RSF dénonce une sanction infondée et disproportionnée après la suspension de La Nouvelle Tribune, quotidien réputé proche de l'opposition, pour une série de propos jugés injurieux et outrageants à l'égard du chef de l'Etat.
Cet article a été initialement publié sur rsf.org le 25 mai 2018.
Reporters sans frontières (RSF) dénonce une sanction infondée et disproportionnée après la suspension, mercredi 23 mai, de La Nouvelle Tribune, quotidien réputé proche de l’opposition, pour une série de propos jugés injurieux et outrageants à l’égard du chef de l’Etat.

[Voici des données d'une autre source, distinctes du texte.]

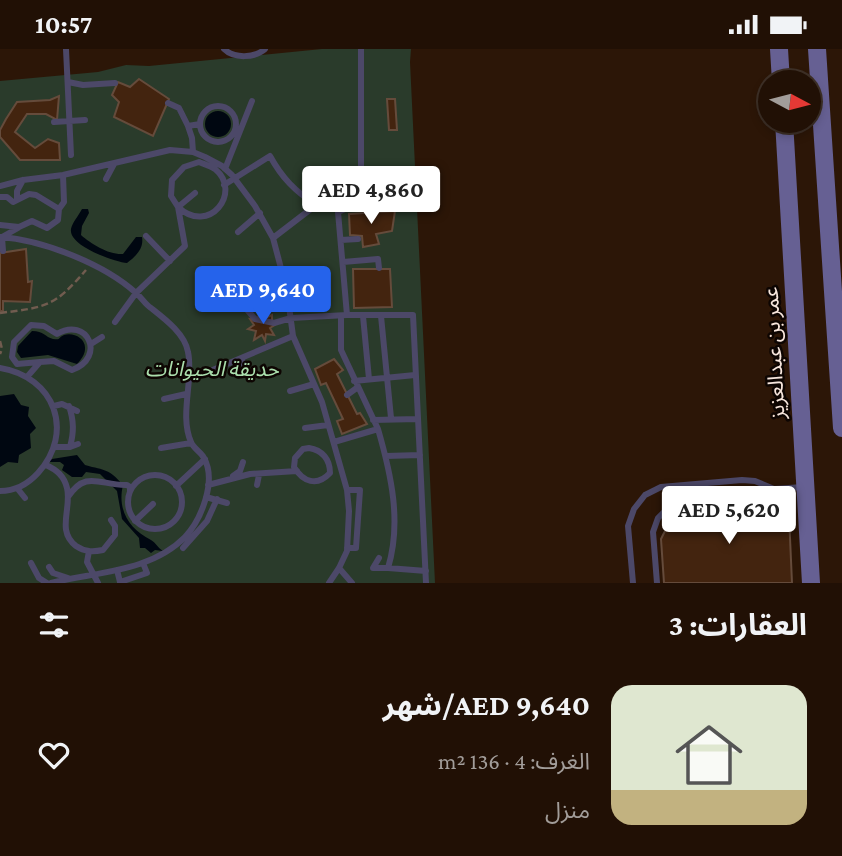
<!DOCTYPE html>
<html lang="ar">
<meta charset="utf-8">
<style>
:root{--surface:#211005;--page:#29190f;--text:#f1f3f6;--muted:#a29d9a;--line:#3e3027;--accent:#2563eb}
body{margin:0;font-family:"Crimson Pro","Noto Sans Arabic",serif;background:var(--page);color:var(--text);direction:rtl;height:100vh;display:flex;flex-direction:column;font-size:26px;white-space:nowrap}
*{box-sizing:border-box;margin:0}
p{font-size:23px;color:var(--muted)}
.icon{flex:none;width:38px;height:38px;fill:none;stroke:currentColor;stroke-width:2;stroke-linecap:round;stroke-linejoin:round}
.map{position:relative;height:534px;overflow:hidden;direction:ltr}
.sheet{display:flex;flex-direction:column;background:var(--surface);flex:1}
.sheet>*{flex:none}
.needle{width:46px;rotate:97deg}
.controls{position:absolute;left:758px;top:21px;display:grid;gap:14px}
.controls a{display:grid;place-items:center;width:63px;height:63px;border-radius:50%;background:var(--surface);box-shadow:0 4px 10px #0003,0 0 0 2px var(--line);font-size:35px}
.price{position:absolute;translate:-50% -60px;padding:0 16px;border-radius:7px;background:#fff;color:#222;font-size:23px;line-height:46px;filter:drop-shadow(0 2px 4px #0008)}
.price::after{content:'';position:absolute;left:50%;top:42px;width:21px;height:16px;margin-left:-10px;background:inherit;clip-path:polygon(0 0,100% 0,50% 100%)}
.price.active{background:var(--accent);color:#fff}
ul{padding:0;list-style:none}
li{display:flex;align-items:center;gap:21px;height:175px;padding:0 35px}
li+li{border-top:2px solid var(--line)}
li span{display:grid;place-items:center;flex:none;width:196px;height:140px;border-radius:21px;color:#555}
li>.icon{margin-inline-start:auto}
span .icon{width:84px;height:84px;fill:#fffc;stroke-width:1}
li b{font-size:30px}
h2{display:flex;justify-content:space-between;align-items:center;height:84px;padding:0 35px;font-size:30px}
.status{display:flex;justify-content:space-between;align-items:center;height:49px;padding:0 35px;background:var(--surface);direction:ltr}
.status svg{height:19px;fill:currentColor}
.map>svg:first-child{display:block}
.green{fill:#2a3b2b}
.water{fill:#000711}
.building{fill:#43240f;stroke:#654b3b;stroke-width:2}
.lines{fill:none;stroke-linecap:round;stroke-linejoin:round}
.path{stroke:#715c4f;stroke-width:2.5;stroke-dasharray:7 3.5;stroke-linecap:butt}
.service{stroke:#4c4868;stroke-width:6}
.secondary{stroke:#666093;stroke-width:18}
.labels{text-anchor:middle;stroke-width:5;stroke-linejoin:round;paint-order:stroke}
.street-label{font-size:21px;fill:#f7e6dd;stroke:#0d0502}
.park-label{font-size:21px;font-style:italic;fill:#abdfad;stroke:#0d0502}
</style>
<div class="status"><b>10:57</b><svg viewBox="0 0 49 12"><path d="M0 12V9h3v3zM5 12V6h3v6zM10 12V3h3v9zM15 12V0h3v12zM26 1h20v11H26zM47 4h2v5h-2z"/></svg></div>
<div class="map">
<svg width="842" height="534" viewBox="0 0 842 534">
<rect width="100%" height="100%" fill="#2c1607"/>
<!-- green -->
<path class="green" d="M 322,0 L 411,0 L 410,13 L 435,534 L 0,534 L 0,32 L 98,23 L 126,16 L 149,17 Z"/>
<!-- water -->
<path class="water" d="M205 75a13 13 0 1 1 26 0a13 13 0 1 1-26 0Z
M 82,160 L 88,160 L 89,164 L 82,177 L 81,186 C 91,195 109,206 123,205 L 136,188 L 142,188 C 144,200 136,207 127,214 C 115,213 68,197 71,180 C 72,174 79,166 82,160 Z
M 32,282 C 44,282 45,288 53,290 C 62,291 57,289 64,286 C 73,283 86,289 85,300 C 85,305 81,311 77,315 L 48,306 L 21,309 L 17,303 L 18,297 Z
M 14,345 L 21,356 L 29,358 L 28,367 L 36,379 L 30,385 L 31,399 L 19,406 L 18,414 L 8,413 L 0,418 L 0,347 Z
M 77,406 L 85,416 C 106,422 108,419 123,436 C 117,461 129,480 151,491 C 156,494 158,499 163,502 L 155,501 L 151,504 L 145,499 L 140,499 L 139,489 L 122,470 L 117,442 L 100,425 L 86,423 L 82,428 L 72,428 L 62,421 L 64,416 L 60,413 L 48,413 L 52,410 Z"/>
<!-- building -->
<path class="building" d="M 139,30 L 169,50 L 153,87 L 114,68 L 119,53 L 112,46 L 118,33 L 130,38 Z
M 59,47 L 57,71 L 46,65 L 27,65 L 15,83 L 35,99 L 48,90 L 59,94 L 60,111 L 20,111 L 0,88 L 0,81 L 6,70 L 17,53 L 50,51 Z
M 387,50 L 395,50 L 397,81 L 389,81 Z
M 395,162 L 392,182 L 376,185 L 379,195 L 363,198 L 362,187 L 350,186 L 349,165 Z
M 26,200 L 28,233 L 32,232 L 30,253 L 3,252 L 3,262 L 0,262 L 0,204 Z
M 353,220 L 390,220 L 392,258 L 354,259 Z
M 259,264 L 265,269 L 272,266 L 272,272 L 278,274 L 270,279 L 274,286 L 266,285 L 265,292 L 262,286 L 254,291 L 256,282 L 248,280 L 254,276 L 250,270 L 258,271 Z
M 334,310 L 343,321 L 337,325 L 357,365 L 360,364 L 367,375 L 342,385 L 337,372 L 343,370 L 326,334 L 321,336 L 315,320 Z
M 770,452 L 789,466 L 792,534 L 664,534 L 661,490 L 669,474 L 683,462 Z"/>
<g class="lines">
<!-- path -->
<path class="path" d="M 0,264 C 47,258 54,258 86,221
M 0,292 L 2,300 L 0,305"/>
<!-- service -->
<path class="service" d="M 66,0 L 71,106
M 224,0 C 234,10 255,9 265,0
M 68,33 L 83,36 L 115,34
M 168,54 L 179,59 L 188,77
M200 75a18 18 0 1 1 36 0a18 18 0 1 1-36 0Z
M 54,73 L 85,71
M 193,103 L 192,89 L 188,77 L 200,75
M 225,120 L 252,52
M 106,130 L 114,115
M 224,136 L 270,107 C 282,129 295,142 316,156 L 273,189
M 0,137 L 23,131 L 63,126 L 170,101 L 193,103 L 205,108 L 222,117 L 232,126 L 255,157 L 273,189 L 287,242 L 293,287 L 322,353 L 347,441 L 349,462 L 347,502 L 339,519 L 329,534
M 0,148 L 7,148 L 13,153 L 29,145 L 36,146 L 59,160
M 17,150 L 17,142 L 23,131
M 0,176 L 19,178 L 32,172 L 47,179 L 58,171 L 59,160 L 64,153 L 63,126
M 238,183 L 260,164
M 146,187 L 170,212
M 0,188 C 43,191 104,215 136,244 C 142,249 145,255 151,259 C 165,270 185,285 188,303 C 194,331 179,366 191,393 C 193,399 201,403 204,409 C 217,432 201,471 185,488 C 151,523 95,523 51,534
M 341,191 L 358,190
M 3,202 L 2,188 L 18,179
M 343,213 L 378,210 L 379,219
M 237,249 L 255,270 L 274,274 L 291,269 L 347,266 L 338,163 L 355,156 L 361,139 L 361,0
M 347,266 L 413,266 L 426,534
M 363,267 L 369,330
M 381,267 L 391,369
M 115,273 L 136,244 L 185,197 L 178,158 L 171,147 L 172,131 L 184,118 L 199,113 C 204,115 211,117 215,120 C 243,143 209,187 178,158 L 195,144
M 91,295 L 102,288
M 241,309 L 247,323
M 0,319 C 55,328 75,383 38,424 C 28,435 15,442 0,442
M 27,328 L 40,313 L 54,312 L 72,321 C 107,308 87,267 57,285 L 44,277 L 31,276 L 14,293 L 12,308 L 17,315 L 40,313
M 189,331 L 293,287
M 354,332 L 415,326
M 290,342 L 314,335
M 347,346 L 358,338
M 164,350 L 186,345
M 54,357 L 62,355 L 77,362
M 69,357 C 74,372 74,383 70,398
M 373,371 L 418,370
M 305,379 L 328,376
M 378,380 C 391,425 402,473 388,519 L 373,519 L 379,509
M 334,393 L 378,380 L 341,301 L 341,267
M 55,398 L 70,398 L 78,395
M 161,399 L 191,394
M 309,399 C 322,401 330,410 330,424 C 317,438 303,433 294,418 L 295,409 L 303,400 Z
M 386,407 L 420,406
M 46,416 C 57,421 64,427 67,439 C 72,459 56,482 76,497 C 85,503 93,503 103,501 L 115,486 L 115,477 L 111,471
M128 453a27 27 0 1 1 54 0a27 27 0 1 1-54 0Z
M 233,427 L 240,422 L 243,413
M 208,436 L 250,425 L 297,422
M 257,436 L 259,426
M 176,437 L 205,410
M 17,439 L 25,449
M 347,441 L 360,441 L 356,499 L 347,499
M 68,448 C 86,420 101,437 127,436 L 130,438 L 130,442
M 206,448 L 227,454
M 135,472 L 153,455
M 183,499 L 207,472 L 217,450
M 89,502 L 87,513 L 98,534
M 31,514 L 39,529 L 47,534
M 49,518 L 53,524 L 68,529
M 339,519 L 352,534
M 388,519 L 426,522
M 117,521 L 120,533 L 147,524 L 143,514
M 633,534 L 628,477 L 634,460 L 645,446 L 661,438 L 742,431 L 755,432 L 774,440
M 657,534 L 653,483 L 658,469 L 669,458 L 685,453 L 752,446 L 774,440 L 803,438"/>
<!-- secondary -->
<path class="secondary" d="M 779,0 L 781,33
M 817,0 L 842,379
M 784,72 L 811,534"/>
</g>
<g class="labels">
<!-- street labels -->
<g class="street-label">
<text transform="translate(774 304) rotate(-93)" y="7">عمر بن عبدالعزيز</text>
</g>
<!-- park labels -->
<g class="park-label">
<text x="212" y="327">حديقة الحيوانات</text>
</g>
</g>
</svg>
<div class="controls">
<a><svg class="needle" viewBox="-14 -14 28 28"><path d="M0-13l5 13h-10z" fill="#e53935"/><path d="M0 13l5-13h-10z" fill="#a29d9a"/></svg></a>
</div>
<b class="price" style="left:371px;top:177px">AED 4,860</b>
<b class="price active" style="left:263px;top:277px">AED 9,640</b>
<b class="price" style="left:729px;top:497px">AED 5,620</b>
</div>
<section class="sheet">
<h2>العقارات: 3<svg class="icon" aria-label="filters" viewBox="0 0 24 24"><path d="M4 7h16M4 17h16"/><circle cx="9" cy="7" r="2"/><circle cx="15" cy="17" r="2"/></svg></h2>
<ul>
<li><span style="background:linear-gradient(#dfe7d0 75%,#c2b280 0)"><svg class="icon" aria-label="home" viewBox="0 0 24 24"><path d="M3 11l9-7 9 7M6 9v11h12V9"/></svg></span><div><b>AED 9,640/شهر</b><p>الغرف: 4 · 136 m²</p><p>منزل</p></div><svg class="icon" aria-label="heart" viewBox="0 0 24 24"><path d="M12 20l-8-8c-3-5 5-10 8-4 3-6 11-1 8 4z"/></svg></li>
</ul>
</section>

“La Nouvelle Tribune, c’est fini. Au suivant”, indique ce jeudi 24 mai une caricature en une du journal. La veille, la Haute autorité de la communication et de l’audiovisuel (HAAC) du Bénin a décidé de suspendre le quotidien jusqu’à nouvel ordre pour s’être “engagé depuis plusieurs mois dans un régime injurieux, outrageant et attentatoire à la vie privée du chef de l’État sur la base d’un champ lexical dévalorisant.”
L’article 55 de la loi organique relative à la HAAC précise qu’une telle sanction ne peut être prise qu’en cas de manquements aux dispositions de cette même loi. Or, pour justifier sa décision, la HAAC s’appuie sur des dispositions du code de l’information et de la communication ainsi que du code de la déontologie de la presse béninoise, sur l’injure, l’outrage, le respect de la vie privée et de l’éthique. Et ces textes ne prévoient pas de mesure de suspension pour ce type d’infraction. Joint par Reporters sans frontières (RSF), Adam Boni Tessi, le président de la HAAC a refusé de commenter la décision prise par l’organe de régulation.
“La décision de la HAAC n’est pas fondée, estime Arnaud Froger, responsable du bureau Afrique de RSF. Suspendre un journal sur la base de textes qui ne prévoient pas eux-mêmes cette sanction est une aberration. La sanction apparaît également totalement disproportionnée par rapport aux faits reprochés. Tant que la HAAC aura recours à des suspensions abusives de médias qui critiquent les autorités, elle apparaîtra comme un instrument aux mains du pouvoir.”
Dans un communiqué conjoint, l’Union des professionnels des médias du Bénin (UPMB) et le Conseil national du patronat de la presse et de l’audiovisuel (CNPA-Bénin) “s’interrogent sur les motivations réelles du président de la HAAC” estimant qu’il n’existe “pas d’arguments valables devant justifier la fermeture d’un espace de liberté”.
En décembre 2016, la HAAC avait ordonné la fermeture de quatre médias audiovisuels réputés proches de l’opposition. Depuis, trois d’entre eux ont pu rouvrir, mais Sikka TV qui appartient à Sébastien Ajavon, principal opposant au chef de l’État, est toujours privée d’antenne malgré une décision de justice de mai 2017 ordonnant sa réouverture. Adam Boni Tessi était déjà le président de la HAAC à l’époque. Il avait lui-même été condamné à une amende de 76 000 euros de dommages et intérêts.
Le Bénin (84e) a perdu six places dans le Classement mondial de la liberté de la presse établi par RSF en 2018.